Judges:                           Bateman, Freeman and Cromwell, JJ.A.

 

Application Heard:         December 11, 2003, in Halifax, Nova Scotia

 

Held:                    Application dismissed per reasons of Bateman, J.A.; Freeman and Cromwell, JJ.A. concurring.

 

Counsel:                         appellant in person by telephone conference

Joel Sellers, for the respondent

 


Reasons for decision:

 

[1]              This is an application by the respondent, Carolyn Lamb, to dismiss an  application by Benjamin Hoffman for want of perfection.  The application in question is set to be heard by a panel of this Court on January 16, 2004.  On that application Dr. Hoffman is asking that we permit a re-hearing of his appeal from a corollary relief judgment.  The appeal was originally dismissed on a Registrar’s motion in April, 2001.

 

[2]              The divorce hearing in this matter was held on February 28, 29 and March 1, 2000 in the Supreme Court of Nova Scotia.  The petitioner was Carolyn Hoffman Lamb, who is the respondent on this application.  Dr. Hoffman had not filed an answer to the divorce petition (as is required pursuant to Civil Procedure Rule 57.12 for any respondent to a divorce petition who wishes to be heard on the petition) and did not appear at the hearing although he had counsel in attendance on his behalf.  Additionally, Dr. Hoffman had not complied with the financial disclosure requirements of the Rules.  In view of the failure to file an answer and Dr. Hoffman’s non-appearance, his then counsel was not permitted to participate in the hearing.

 

[3]              According to the record, the parties separated in April of 1998, having married in 1982.  The divorce petition was filed August 24, 1998 and served personally upon Dr. Hoffman on October 14, 1998 in New Glasgow, Nova Scotia where Dr. Hoffman continued to work at that time. 

 

[4]              At some stage after the commencement of the proceeding, Dr. Hoffman chose to leave this jurisdiction and refused to participate in the divorce proceeding.  Scanlan, J. wrote in the decision following the divorce hearing (reported as Lamb v. Hoffman, [2000] N.S.J. No. 156 (Q.L.)(N.S.S.C.)):

 

¶ 1      I start out by noting that this is a very unique case in many ways.  The acrimony between the parties, and Mr. Hoffman's approach to this litigation has meant the proceedings have not unfolded in the normal course.  Mr. Hoffman has had a limited participation in the proceedings. He has failed, or refused to disclose assets.  He has not disclosed to the Court the manner in which he has dealt with assets throughout the entire proceedings.  As a result of Mr. Hoffman's behavior much of what the Court has before it is pieced together with bits of evidence.  . . .

 

                                                                . . .

 

¶ 3      Mr.
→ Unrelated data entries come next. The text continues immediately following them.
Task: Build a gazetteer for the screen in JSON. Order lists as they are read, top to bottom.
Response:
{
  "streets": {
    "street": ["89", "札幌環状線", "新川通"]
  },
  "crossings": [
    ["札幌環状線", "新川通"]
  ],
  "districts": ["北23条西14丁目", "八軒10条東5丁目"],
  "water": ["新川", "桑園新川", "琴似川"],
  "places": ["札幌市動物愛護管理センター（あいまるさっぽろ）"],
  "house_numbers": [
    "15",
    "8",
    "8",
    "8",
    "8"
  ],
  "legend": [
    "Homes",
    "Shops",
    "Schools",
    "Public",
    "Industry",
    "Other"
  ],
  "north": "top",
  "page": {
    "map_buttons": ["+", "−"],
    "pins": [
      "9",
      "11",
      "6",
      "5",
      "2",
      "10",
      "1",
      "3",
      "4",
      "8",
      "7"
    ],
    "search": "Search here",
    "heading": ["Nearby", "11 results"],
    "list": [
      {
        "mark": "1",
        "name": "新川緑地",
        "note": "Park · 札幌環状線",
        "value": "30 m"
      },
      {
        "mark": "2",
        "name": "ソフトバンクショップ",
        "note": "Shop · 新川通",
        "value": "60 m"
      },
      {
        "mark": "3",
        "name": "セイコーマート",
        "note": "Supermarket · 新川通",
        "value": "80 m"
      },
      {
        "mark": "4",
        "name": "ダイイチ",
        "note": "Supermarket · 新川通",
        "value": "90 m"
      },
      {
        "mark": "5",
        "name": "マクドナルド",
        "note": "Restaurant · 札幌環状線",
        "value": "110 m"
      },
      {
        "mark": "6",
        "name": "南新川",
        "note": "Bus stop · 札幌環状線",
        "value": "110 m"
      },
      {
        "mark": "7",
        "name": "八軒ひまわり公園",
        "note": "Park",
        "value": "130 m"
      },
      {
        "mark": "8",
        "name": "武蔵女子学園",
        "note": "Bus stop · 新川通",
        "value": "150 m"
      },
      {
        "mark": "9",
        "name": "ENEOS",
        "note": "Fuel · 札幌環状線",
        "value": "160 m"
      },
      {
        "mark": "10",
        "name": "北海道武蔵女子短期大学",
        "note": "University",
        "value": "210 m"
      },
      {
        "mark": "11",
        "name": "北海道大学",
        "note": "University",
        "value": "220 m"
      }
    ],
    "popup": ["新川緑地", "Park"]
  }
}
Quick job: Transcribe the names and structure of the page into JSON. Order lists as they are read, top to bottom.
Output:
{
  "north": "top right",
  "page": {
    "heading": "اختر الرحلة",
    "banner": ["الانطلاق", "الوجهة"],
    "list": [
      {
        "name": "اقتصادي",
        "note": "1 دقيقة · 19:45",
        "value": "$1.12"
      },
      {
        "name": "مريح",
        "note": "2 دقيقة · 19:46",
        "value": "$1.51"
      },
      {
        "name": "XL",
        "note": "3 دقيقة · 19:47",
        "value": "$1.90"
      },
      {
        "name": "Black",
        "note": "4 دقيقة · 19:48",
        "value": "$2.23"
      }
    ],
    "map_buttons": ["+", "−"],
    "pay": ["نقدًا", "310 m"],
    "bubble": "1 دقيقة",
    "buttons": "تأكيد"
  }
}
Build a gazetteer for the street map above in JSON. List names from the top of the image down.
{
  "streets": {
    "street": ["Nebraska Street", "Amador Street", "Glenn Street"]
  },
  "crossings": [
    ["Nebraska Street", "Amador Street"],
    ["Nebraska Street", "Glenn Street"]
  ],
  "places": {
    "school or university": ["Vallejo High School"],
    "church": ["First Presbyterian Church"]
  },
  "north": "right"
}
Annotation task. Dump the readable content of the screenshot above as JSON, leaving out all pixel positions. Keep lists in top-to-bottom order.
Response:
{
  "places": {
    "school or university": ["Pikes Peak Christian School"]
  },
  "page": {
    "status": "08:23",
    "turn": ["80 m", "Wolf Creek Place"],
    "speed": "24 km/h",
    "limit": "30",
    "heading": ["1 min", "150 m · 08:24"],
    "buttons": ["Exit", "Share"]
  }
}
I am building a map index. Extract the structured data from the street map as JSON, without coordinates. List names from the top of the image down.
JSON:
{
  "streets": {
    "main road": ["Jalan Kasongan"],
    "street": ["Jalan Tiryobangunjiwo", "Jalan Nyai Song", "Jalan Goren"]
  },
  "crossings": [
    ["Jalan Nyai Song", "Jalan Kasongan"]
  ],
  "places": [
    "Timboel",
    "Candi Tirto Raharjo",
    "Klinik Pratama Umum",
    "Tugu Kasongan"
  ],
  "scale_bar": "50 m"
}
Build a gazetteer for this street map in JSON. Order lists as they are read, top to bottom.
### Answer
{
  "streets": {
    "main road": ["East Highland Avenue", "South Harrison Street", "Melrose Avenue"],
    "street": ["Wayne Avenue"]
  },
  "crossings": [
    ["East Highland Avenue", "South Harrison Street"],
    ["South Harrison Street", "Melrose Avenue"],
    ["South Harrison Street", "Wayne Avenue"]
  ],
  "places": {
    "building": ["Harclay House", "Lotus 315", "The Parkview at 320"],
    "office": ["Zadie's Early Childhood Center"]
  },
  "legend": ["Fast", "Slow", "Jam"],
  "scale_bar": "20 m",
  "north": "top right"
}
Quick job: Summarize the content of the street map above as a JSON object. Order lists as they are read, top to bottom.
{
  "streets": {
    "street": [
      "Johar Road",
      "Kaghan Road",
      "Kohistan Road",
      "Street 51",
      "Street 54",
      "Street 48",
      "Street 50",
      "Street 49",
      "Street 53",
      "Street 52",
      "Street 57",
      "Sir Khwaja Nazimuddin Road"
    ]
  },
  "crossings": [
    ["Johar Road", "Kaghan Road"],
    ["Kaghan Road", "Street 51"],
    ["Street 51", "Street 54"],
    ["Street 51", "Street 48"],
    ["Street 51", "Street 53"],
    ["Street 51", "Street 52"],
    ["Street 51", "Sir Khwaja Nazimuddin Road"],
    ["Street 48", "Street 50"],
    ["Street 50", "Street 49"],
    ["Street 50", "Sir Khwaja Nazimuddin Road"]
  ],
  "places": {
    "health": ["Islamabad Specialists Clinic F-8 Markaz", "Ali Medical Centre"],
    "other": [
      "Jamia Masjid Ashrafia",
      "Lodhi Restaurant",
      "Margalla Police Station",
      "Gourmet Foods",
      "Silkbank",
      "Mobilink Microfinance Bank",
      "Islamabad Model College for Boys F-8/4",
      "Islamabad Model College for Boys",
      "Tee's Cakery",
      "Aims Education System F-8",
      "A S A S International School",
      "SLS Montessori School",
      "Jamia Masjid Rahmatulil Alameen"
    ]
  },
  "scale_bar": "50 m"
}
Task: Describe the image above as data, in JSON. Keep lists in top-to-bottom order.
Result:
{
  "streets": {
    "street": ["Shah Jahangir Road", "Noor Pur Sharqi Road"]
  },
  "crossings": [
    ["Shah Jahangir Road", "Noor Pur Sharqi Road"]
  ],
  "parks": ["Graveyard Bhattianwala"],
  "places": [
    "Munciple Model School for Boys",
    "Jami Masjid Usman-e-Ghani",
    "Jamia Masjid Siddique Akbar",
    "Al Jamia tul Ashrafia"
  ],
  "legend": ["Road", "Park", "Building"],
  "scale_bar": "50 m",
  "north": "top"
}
Hoffman was a successful radiologist working in Pictou county earning almost $400,000.00 per year when the divorce proceedings began.  He has chosen to remove himself from the jurisdiction and live on the run, living in any one city no more than seven consecutive days in the last year.  As I will discuss later, in that year, he has not directly paid child or spousal maintenance even though the evidence clearly shows that he had several million dollars at his disposal.  In addition to not paying the maintenance, he has consented to foreclosure on the matrimonial home in what is clearly an effort to force his wife and daughter into a position of absolute poverty. He has taken the family vehicle which Ms. Lamb used, stranding her and the child of the marriage in a remote rural location.

 

[5]              Justice Scanlan rendered an oral decision on March 2, 2000, subject to providing written reasons.  On April 6, 2000 the written judgment was filed  wherein the trial judge left open to Dr. Hoffman the option of being heard by that court on several issues within 90 days of the decision and before the final order (the corollary relief judgment) issued.

 

[6]              Dr. Hoffman did not avail himself of the opportunity to be heard by the court and on October 10, 2000, the Supreme Court issued the corollary relief judgment incidental to the divorce action. 

 

[7]              On November 7, 2000, Dr. Hoffman, through new counsel, filed a notice of appeal of that judgment.  No steps were taken by Dr. Hoffman to advance the appeal.  On April 11, 2001, Dr. Hoffman was advised by letter from the Registrar of this Court that on April 27, 2001, she would apply to dismiss the appeal for failure to perfect in accordance with the Rules of Court.  Dr. Hoffman did not respond.

 

[8]              The Registrar's motion came on for hearing, as scheduled, before the Chief Justice.  Dr. Hoffman's counsel appeared on the motion asking permission of the Court to withdraw as counsel because he was unable to get instructions from his client on the appeal.  Counsel was released as requested and the appeal was dismissed for want of perfection pursuant to Civil Procedure Rule 62.17. 

 


[9]              In the period between the granting of the corollary relief judgment and the current application, Dr. Hoffman initiated several appeals in this Court from enforcement orders granted by the Supreme Court (see, for example, Lamb v.  Hoffman, [2001] N.S.J. No. 393 (Q.L.)(N.S.C.A.); Lamb v. Hoffman, [2001] N.S.J. No. 395 (Q.L.)(N.S.C.A.); Lamb v. Hoffman, [2001] N.S.J. No. 39 (Q.L.)(N.S.C.A.)).  On each such occasion Dr. Hoffman was represented by counsel.  The record on those appeals reveals that Dr. Hoffman has, through his various counsel, applied not only in this Court, but also to the Supreme Court for relief.  We said, for example, in our judgment on February 2, 2001 ([2001] N.S.J. No. 39, supra):

 

¶ 4      It is our unanimous view that for the following reasons these appeals cannot proceed today.

 

 5      The Supreme Court Order dealing with the corporate shares was allegedly made ex parte.  Civil Procedure Rule 37.13 provides that "the court may set aside or vary an order made ex parte on such terms as it thinks just."  As is appropriate, the appellant has applied in the Supreme Court to vary that Order.  That application is scheduled to be heard on March 21, 2001.  Until such time as a decision on that application is rendered, it is our view that the appeal of the March 10th Order is premature.  It may ultimately be moot. Accordingly, the appeal in C.A. No. 162593 is stayed pending the determination of the application to vary or set aside the Order.  In the event that either party appeals from the Order flowing from that proceeding, and the appellant wishes to continue with this appeal, the two appeals shall be heard at the same time, subject to any further direction from the panel seized with that appeal.  In such event the respondent's motion to quash, should she wish to pursue it, shall be heard at the same time.  The appellant's application to adduce fresh evidence will be heard at that time if pursued.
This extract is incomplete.